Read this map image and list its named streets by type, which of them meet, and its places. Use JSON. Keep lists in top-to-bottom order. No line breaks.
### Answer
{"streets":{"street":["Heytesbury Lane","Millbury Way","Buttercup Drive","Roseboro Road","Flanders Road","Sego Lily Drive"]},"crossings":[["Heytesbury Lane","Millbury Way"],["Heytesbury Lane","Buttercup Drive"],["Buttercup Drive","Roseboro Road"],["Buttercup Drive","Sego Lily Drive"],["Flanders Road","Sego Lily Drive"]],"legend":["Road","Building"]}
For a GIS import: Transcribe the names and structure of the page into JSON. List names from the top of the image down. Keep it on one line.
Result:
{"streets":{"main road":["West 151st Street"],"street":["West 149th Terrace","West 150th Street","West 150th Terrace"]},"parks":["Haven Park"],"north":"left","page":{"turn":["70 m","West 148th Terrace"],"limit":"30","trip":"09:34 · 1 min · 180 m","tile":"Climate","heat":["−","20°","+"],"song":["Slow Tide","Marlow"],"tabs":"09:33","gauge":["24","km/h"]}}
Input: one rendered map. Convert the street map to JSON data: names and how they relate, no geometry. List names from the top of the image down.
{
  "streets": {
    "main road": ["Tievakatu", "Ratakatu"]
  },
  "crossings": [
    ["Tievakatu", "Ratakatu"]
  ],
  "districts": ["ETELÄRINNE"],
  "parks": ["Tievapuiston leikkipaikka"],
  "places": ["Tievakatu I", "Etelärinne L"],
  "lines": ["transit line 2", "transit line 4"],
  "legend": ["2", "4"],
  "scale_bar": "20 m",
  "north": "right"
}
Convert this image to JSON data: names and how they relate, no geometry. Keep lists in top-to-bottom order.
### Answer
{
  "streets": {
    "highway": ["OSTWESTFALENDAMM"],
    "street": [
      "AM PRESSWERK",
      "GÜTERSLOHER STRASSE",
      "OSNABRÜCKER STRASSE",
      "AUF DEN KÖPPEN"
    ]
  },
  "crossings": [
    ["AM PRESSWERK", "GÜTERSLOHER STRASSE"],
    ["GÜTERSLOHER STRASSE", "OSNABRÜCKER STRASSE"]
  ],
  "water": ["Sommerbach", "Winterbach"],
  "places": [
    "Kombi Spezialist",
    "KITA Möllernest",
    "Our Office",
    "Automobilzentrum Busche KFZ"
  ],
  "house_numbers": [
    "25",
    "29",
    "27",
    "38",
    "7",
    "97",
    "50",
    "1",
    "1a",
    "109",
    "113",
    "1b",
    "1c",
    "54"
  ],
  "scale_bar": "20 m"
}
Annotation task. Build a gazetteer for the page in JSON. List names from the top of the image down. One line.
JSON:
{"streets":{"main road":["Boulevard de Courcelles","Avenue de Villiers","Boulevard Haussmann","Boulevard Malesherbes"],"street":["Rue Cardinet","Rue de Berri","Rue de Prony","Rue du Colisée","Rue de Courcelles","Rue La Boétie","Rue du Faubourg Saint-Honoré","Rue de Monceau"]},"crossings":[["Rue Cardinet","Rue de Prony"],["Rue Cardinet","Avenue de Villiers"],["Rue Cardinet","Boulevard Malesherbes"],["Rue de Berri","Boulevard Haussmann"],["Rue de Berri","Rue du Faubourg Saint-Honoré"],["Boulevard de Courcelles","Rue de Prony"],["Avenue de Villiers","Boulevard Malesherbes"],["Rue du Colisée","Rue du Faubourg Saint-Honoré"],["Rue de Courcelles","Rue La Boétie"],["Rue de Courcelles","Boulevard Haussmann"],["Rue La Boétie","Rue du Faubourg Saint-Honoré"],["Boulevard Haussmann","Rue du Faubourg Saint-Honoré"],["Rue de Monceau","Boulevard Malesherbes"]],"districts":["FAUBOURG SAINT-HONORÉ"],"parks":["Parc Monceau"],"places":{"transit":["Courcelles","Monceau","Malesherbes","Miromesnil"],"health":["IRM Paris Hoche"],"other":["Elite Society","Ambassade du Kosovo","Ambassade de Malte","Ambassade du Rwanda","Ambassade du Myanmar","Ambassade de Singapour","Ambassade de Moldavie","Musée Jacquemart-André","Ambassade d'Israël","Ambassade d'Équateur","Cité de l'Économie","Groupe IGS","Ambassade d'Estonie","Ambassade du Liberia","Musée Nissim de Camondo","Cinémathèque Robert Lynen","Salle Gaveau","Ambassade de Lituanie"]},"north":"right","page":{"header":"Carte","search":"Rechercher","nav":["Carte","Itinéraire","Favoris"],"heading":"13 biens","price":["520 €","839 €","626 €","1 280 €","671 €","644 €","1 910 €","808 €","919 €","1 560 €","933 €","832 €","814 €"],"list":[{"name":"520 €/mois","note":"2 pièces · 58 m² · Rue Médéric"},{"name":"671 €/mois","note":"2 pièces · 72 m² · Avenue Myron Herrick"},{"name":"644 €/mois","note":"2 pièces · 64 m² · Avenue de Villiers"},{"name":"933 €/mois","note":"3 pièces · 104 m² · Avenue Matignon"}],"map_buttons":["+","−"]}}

§ EXERCISE DIRECTIONS:
Give the number of lines that contain "order" in the material above, with no other text.

§ RESULT OF THIS EXERCISE:
2